Exercise prompt
In the entries that follow, the lines from the one with "ctx.font = font + ' Poppins,sans-serif';" through the one with "ctx.translate(x, y);" are the ones to write out, exactly and with both ends included. Nothing else should appear.
====== Given data ======
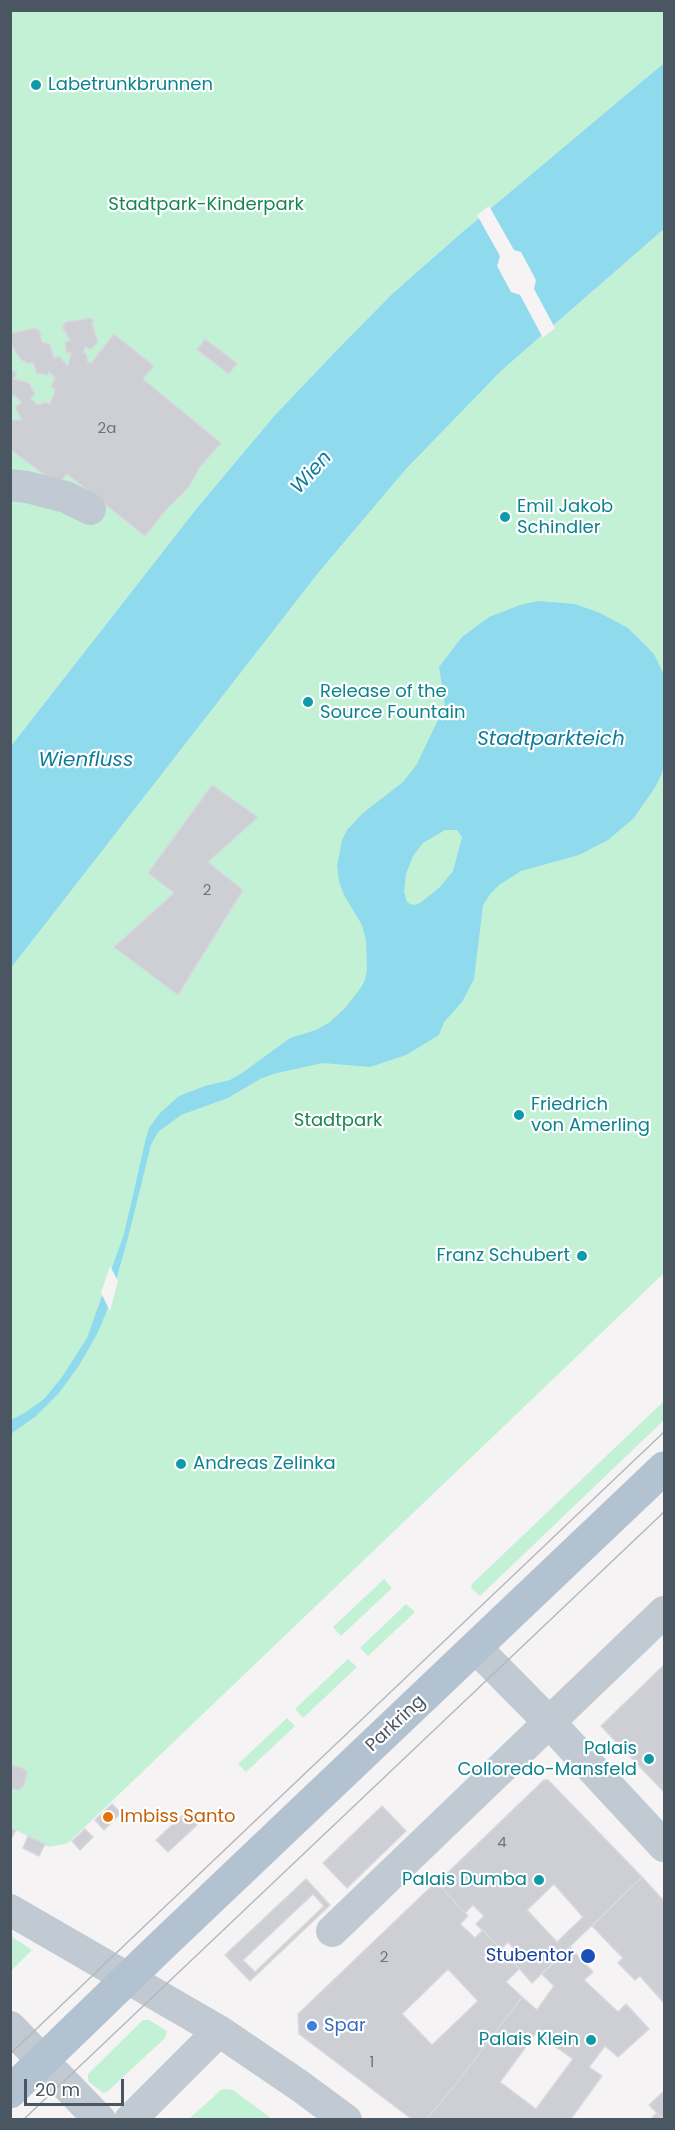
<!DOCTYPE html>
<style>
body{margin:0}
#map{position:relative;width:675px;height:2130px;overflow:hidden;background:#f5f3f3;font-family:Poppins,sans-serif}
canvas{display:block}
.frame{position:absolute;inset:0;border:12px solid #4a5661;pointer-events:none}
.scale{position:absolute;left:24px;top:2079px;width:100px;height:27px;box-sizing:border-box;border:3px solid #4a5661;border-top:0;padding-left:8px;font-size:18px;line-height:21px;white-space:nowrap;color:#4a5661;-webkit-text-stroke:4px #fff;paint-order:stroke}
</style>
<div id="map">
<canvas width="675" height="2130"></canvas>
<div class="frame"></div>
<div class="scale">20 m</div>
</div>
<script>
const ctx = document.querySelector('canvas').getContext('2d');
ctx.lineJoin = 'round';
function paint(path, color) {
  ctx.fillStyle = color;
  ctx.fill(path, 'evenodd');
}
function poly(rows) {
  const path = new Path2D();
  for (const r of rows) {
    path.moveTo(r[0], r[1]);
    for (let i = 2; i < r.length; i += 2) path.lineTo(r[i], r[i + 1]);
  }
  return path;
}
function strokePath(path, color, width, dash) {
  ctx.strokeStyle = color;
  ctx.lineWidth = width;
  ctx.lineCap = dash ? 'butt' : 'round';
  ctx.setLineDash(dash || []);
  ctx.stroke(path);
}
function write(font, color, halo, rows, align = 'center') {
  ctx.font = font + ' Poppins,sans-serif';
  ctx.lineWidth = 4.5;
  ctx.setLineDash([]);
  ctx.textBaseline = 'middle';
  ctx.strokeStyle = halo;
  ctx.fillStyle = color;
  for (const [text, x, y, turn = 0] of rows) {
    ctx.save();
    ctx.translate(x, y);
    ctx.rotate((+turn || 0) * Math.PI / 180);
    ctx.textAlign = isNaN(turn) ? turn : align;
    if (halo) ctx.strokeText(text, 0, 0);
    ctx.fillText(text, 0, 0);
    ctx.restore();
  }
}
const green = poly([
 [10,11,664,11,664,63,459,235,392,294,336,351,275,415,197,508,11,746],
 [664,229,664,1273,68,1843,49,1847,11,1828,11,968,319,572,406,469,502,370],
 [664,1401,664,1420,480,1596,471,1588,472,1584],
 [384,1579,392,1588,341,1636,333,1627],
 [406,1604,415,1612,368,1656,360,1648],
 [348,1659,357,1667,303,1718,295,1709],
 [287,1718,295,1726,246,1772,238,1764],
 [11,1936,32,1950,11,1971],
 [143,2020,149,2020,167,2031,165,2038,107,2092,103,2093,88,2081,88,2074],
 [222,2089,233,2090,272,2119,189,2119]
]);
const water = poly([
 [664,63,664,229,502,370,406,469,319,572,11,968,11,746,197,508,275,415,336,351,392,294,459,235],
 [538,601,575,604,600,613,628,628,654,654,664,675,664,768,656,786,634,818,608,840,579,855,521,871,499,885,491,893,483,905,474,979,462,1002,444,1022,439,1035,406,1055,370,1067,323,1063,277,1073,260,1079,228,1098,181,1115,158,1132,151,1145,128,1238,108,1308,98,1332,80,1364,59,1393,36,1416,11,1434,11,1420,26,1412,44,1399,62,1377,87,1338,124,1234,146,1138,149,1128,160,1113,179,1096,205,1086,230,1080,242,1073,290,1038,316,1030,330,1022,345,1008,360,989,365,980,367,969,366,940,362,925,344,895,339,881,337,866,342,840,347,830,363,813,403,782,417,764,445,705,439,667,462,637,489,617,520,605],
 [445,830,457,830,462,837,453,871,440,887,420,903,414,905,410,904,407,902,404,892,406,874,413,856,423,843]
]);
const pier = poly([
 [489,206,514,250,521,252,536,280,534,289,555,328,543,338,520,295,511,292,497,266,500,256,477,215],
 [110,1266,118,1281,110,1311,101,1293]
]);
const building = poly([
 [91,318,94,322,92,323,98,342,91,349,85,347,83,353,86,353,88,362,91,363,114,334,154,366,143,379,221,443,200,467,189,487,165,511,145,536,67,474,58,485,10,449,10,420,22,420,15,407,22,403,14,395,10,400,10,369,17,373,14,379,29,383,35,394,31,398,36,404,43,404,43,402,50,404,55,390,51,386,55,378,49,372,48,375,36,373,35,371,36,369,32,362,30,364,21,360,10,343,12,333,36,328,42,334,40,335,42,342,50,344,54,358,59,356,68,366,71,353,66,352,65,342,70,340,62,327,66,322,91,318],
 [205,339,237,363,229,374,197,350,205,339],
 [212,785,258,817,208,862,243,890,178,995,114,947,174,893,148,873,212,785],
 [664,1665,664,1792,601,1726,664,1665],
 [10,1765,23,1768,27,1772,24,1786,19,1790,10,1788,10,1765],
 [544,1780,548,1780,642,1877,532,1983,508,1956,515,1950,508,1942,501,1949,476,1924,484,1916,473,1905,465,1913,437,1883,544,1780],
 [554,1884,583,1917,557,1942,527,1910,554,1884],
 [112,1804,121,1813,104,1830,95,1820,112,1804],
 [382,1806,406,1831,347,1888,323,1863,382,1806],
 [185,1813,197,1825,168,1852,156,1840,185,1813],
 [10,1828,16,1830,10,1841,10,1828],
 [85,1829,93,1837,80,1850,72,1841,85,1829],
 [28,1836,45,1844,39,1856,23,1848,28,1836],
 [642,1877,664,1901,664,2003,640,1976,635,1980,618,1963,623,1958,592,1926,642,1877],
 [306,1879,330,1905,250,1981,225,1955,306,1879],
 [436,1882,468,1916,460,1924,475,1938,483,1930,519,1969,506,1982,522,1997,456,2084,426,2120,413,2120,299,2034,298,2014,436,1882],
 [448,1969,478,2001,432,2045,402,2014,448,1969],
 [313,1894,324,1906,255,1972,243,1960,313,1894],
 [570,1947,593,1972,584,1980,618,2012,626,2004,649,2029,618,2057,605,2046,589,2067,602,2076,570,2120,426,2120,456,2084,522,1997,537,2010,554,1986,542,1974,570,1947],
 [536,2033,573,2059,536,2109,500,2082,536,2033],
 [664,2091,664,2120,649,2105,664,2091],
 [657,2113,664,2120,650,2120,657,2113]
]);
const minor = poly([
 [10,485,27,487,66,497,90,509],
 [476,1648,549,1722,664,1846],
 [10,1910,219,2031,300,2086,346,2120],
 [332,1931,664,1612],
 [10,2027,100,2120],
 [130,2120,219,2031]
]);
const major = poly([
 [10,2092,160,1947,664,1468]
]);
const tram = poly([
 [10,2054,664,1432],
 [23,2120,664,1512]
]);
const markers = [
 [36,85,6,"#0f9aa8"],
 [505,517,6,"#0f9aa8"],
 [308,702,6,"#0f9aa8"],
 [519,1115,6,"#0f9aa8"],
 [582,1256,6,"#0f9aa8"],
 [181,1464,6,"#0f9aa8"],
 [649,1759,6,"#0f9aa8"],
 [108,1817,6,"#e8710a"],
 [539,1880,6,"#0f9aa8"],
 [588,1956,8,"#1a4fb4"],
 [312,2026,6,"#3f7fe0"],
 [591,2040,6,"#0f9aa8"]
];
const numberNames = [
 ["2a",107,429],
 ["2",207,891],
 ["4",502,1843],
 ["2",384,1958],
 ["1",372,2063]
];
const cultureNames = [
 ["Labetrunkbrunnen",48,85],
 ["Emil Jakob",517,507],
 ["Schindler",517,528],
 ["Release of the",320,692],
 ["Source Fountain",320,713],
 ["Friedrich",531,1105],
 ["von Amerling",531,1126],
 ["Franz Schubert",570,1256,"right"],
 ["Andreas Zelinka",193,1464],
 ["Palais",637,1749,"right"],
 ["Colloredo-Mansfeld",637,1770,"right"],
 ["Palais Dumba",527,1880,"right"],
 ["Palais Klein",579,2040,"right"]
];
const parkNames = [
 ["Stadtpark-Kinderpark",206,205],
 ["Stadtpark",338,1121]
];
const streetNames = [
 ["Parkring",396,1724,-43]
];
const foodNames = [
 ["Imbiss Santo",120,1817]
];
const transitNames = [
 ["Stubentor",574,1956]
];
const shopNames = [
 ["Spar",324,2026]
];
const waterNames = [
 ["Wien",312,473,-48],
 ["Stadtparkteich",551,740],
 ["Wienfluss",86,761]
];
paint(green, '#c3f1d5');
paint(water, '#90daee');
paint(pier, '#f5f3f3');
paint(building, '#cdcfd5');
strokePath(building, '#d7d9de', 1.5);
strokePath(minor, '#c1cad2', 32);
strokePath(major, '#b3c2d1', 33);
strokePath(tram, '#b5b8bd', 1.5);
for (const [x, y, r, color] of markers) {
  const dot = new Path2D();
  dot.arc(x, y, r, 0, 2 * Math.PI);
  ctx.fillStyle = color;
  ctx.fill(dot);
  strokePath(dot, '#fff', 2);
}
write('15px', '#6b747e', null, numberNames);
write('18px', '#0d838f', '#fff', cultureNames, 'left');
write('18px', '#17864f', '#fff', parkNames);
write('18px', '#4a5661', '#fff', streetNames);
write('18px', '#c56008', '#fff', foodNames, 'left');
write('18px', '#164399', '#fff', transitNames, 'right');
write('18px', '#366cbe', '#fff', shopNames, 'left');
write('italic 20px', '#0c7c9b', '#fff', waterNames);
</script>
======
Result
  ctx.font = font + ' Poppins,sans-serif';
  ctx.lineWidth = 4.5;
  ctx.setLineDash([]);
  ctx.textBaseline = 'middle';
  ctx.strokeStyle = halo;
  ctx.fillStyle = color;
  for (const [text, x, y, turn = 0] of rows) {
    ctx.save();
    ctx.translate(x, y);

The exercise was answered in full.